Una società dove una condotta che finisce alla ribalta sensazionalistica è ritenuta “trasgressiva”, dimostra palesemente la sua contraddittorietà. La trasgressione è un atto di ribellione e, come tale, non può collocarsi tra le “armi di distrazione di massa” come il gossip, non può meritare i riflettori che distribuiscono ignoranza a larghe mani per influenzare e soggiogare la massa a favore di ciò che è convenzionale. In società, un atto di ribellione subisce reazioni che variano dall’indifferenza alla censura, dal dissenso alla condanna; qualora la ribellione vinca la sua battaglia, ha concluso la sua funzione trasgressiva e si è trasformata in vittoria; allora può beneficiare di larghi consensi, ma non si tratta più di trasgressione. Nella sua natura non può fare notizia perché è impopolare, scomoda, preoccupante e dolorosa, come l’azione esoterica che più la contraddistingue: la caduta.

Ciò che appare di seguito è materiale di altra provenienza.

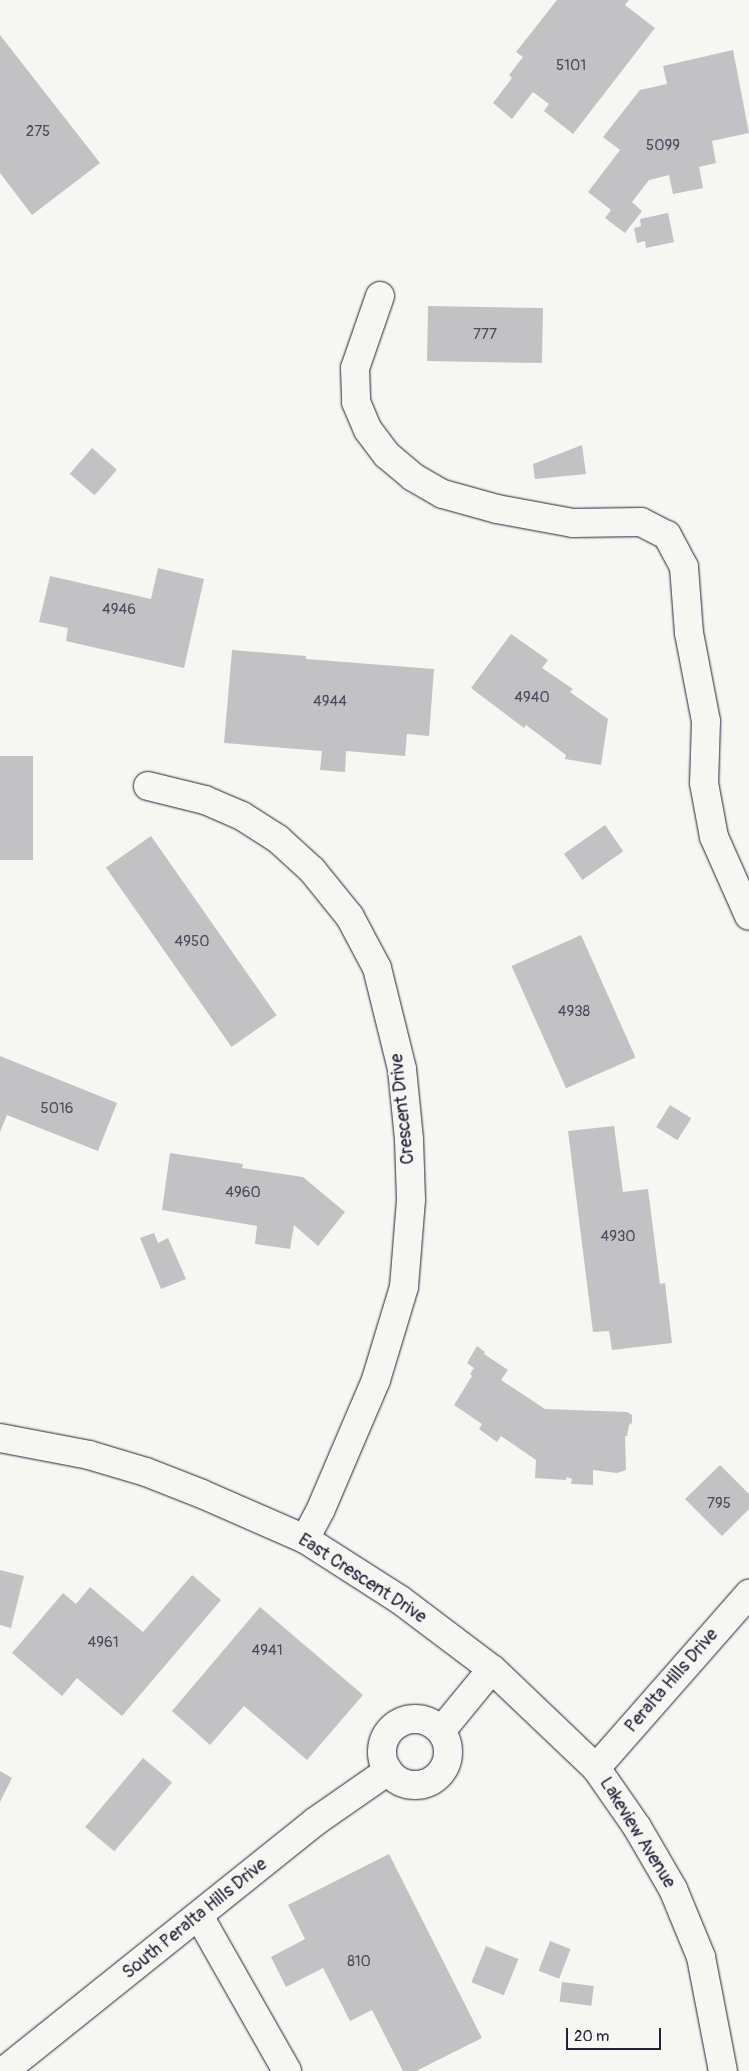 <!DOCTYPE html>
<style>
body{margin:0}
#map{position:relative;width:749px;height:2071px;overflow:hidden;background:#f6f6f2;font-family:Pangolin,sans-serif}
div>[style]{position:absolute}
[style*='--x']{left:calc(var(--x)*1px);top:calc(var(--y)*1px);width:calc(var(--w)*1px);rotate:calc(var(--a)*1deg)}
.building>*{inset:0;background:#c2c2c4;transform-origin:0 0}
.roads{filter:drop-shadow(0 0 1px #22223b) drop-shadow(0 0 1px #22223b)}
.minor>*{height:28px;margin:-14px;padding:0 14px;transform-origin:14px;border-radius:14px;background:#f6f6f2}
.minor>.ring{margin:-14px;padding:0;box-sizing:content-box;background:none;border:28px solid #f6f6f2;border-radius:50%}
span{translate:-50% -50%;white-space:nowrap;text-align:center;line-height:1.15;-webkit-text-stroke:4.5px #f6f6f2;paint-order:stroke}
.number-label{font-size:15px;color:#4a4a5d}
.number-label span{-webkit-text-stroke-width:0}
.street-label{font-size:18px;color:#22223b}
.scale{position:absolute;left:566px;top:2028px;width:95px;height:22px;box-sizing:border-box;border:2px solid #22223b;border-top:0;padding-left:6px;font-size:15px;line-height:18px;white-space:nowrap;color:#22223b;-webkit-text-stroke:4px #f6f6f2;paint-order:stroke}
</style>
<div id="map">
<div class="building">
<div style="clip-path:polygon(557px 0,629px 0,625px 5px,655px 28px,573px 134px,544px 111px,549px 104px,533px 92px,512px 119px,493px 103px,512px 78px,509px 75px,523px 57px,516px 52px)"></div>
<div style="clip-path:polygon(0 35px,100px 163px,32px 215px,0 173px)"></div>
<div style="clip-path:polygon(733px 50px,749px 133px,712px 141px,716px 163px,699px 167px,703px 188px,673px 194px,669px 175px,649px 180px,632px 202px,642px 211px,625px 233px,605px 218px,611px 210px,588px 192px,620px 150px,603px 137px,640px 90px,667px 84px,663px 66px)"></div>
<div style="clip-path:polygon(668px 213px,674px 242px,646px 248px,645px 241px,637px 243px,634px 228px,641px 226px,640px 219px)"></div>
<div style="left:428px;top:306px;width:115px;height:55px;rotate:1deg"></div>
<div style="clip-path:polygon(582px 445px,586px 474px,535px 479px,533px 464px)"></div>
<div style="left:92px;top:448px;width:33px;height:34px;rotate:41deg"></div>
<div style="clip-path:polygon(158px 568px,204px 579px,184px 668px,66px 641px,68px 628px,39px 622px,50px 576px,151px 599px)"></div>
<div style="clip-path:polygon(511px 634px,548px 660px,542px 668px,573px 689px,570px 692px,608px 719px,601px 765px,565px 759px,566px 755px,526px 725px,524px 728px,471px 688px)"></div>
<div style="clip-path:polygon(232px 650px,306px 656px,306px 659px,434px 669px,429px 736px,407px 734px,405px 756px,346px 751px,345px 772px,320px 770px,322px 751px,224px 743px)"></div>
<div style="left:0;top:756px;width:33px;height:104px"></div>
<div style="left:605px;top:825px;width:32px;height:50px;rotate:55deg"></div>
<div style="left:151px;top:836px;width:219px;height:55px;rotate:55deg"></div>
<div style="left:581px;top:935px;width:134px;height:76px;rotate:66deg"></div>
<div style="clip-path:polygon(0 1056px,117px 1103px,98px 1151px,7px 1115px,0 1132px)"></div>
<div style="left:670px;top:1105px;width:25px;height:26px;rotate:32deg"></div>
<div style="clip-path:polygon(614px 1126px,623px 1192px,648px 1189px,660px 1284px,665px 1283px,672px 1343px,612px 1350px,609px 1331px,593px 1332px,568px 1131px)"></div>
<div style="clip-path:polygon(170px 1153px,243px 1164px,242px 1168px,303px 1177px,345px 1212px,318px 1246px,294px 1225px,290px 1249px,255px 1244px,257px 1226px,162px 1210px)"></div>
<div style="clip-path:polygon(154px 1233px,158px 1243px,168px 1238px,186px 1279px,161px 1289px,140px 1238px)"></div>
<div style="clip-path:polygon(477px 1346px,485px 1352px,484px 1354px,508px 1370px,501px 1380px,545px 1409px,627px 1412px,632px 1415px,632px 1423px,629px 1425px,627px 1436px,625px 1436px,626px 1470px,617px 1473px,593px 1470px,593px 1485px,571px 1484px,572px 1479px,567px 1477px,566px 1480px,535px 1478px,536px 1460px,501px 1436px,497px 1442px,479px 1429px,482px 1424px,454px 1405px,472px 1376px,470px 1374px,474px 1368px,467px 1363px)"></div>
<div style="clip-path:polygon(720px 1465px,749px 1494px,749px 1509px,722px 1536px,685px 1499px)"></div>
<div style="clip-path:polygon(0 1570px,24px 1576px,11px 1628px,0 1625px)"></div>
<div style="clip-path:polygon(192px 1575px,221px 1600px,122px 1716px,77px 1678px,62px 1696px,12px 1653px,63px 1593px,76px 1604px,90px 1587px,143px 1632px)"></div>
<div style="clip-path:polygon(260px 1607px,363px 1695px,307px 1760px,244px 1706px,210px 1745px,172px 1711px)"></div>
<div style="left:143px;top:1758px;width:38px;height:90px;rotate:40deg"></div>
<div style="clip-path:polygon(0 1771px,12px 1778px,0 1802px)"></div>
<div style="clip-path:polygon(389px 1854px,482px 2038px,416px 2071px,403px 2071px,372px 2010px,350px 2021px,323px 1968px,286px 1987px,271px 1957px,305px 1939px,288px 1905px)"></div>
<div style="left:550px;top:1941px;width:22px;height:32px;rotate:21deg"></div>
<div style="left:486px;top:1946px;width:35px;height:39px;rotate:22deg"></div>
<div style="left:562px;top:1982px;width:32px;height:20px;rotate:7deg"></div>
</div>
<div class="roads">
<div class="minor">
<div style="--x:380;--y:296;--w:76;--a:109.1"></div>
<div style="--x:355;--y:368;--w:34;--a:88"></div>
<div style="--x:356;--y:402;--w:30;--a:67"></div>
<div style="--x:368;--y:430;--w:31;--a:53"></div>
<div style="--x:387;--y:455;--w:34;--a:40"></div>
<div style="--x:413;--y:477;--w:34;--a:30"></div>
<div style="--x:443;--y:494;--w:56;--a:15.5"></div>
<div style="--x:497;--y:509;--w:77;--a:10.4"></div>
<div style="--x:573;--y:523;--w:68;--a:-0.8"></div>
<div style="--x:641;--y:522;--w:29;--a:27"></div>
<div style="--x:667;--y:535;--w:36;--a:62"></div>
<div style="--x:684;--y:567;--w:66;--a:85.7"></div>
<div style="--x:689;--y:633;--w:90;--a:79.1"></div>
<div style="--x:706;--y:721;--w:62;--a:91.8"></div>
<div style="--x:704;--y:783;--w:55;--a:79.5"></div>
<div style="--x:714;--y:837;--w:86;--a:66.1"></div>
<div style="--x:148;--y:786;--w:59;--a:13.8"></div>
<div style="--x:205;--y:800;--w:40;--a:23.4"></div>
<div style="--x:242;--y:816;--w:43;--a:32.6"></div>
<div style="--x:278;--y:839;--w:46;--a:42.4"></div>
<div style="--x:312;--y:870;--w:60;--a:51"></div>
<div style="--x:350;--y:917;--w:58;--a:62.1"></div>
<div style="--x:377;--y:968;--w:104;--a:76.1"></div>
<div style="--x:402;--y:1069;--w:70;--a:84.3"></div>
<div style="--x:409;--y:1139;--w:61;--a:88.1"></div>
<div style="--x:411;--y:1200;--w:87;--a:94.6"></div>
<div style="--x:404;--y:1287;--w:97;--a:106.8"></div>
<div style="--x:376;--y:1380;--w:142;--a:113.1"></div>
<div style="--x:320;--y:1511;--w:32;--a:118"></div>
<div style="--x:0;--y:1438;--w:91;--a:10.8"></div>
<div style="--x:89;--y:1455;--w:59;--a:16.6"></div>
<div style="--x:146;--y:1472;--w:60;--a:21.4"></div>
<div style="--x:202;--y:1494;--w:112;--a:23.6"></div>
<div style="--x:305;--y:1539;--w:112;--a:32.6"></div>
<div style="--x:399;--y:1599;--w:116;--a:37"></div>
<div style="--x:492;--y:1669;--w:144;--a:43.6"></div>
<div style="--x:596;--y:1768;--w:72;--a:55.2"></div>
<div style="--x:637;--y:1827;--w:72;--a:59.9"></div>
<div style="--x:673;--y:1889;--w:74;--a:67.6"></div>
<div style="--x:701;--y:1957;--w:116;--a:79.1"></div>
<div class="ring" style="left:382px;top:1719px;width:38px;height:38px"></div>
<div style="--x:441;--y:1731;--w:80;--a:-50.6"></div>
<div style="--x:596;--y:1768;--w:232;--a:-48.7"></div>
<div style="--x:199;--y:1916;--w:178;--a:60.4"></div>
<div style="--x:4;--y:2071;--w:400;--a:-38.7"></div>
<div style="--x:316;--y:1821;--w:88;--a:-34.8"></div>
</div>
</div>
<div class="number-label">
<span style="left:571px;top:66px">5101</span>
<span style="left:38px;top:132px">275</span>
<span style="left:663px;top:146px">5099</span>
<span style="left:485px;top:335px">777</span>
<span style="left:119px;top:610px">4946</span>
<span style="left:532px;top:698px">4940</span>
<span style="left:330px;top:702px">4944</span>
<span style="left:192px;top:942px">4950</span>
<span style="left:574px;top:1012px">4938</span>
<span style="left:57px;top:1109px">5016</span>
<span style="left:243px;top:1193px">4960</span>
<span style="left:618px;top:1237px">4930</span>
<span style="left:719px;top:1504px">795</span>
<span style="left:103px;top:1643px">4961</span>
<span style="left:267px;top:1651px">4941</span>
<span style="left:359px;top:1962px">810</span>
</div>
<div class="street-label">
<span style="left:403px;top:1109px;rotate:-96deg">Crescent Drive</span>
<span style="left:362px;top:1579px;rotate:33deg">East Crescent Drive</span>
<span style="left:672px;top:1681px;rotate:-49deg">Peralta Hills Drive</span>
<span style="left:637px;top:1833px;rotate:58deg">Lakeview Avenue</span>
<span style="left:195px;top:1919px;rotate:-39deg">South Peralta Hills Drive</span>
</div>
<div class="scale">20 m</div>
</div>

Un precipizio, una profondità che viene raggiunta con la forza perché le pareti sono troppo ripide per consentire una lenta e coscienziosa discesa, nel mondo dell’esoterismo rivelano una tappa fondamentale perché l’essere umano possa cambiare prospettiva. Su questo, ricorrono due citazioni emblematiche:

  1. E avvenne che, mentre era in viaggio e stava per avvicinarsi a Damasco, all’improvviso lo avvolse una luce dal cielo e cadendo a terra udì una voce che gli diceva: “Saulo, Saulo, perché mi perseguiti?”.
  2. Sai perché cadiamo, Bruce? Per imparare a rimetterci in piedi.

 La prima citazione è tratta dagli Atti degli Apostoli, 9, 3-4, a proposito della conversione di San Paolo. Nel linguaggio popolare è ancora in uso il modo di dire “folgorato sulla via di Damasco”. San Paolo è folgorato, la voce di Dio gli parla, ma nel mezzo c’è una caduta che gli permette di fermarsi e prestare attenzione.

La seconda citazione è tratta invece da Batman Begins di Christopher Nolan, regista che ha saputo trattare abilmente l’origine esoterica del personaggio DC Comics che va in giro di notte vestito da pipistrello a legnare i criminali. Il protagonista cade, ha paura, ma comprenderà da questa esperienza che solo da situazioni di disagio o malessere è possibile affrontare e superare alcuni limiti e, spesso, l’essere umano è costretto ad affrontarli.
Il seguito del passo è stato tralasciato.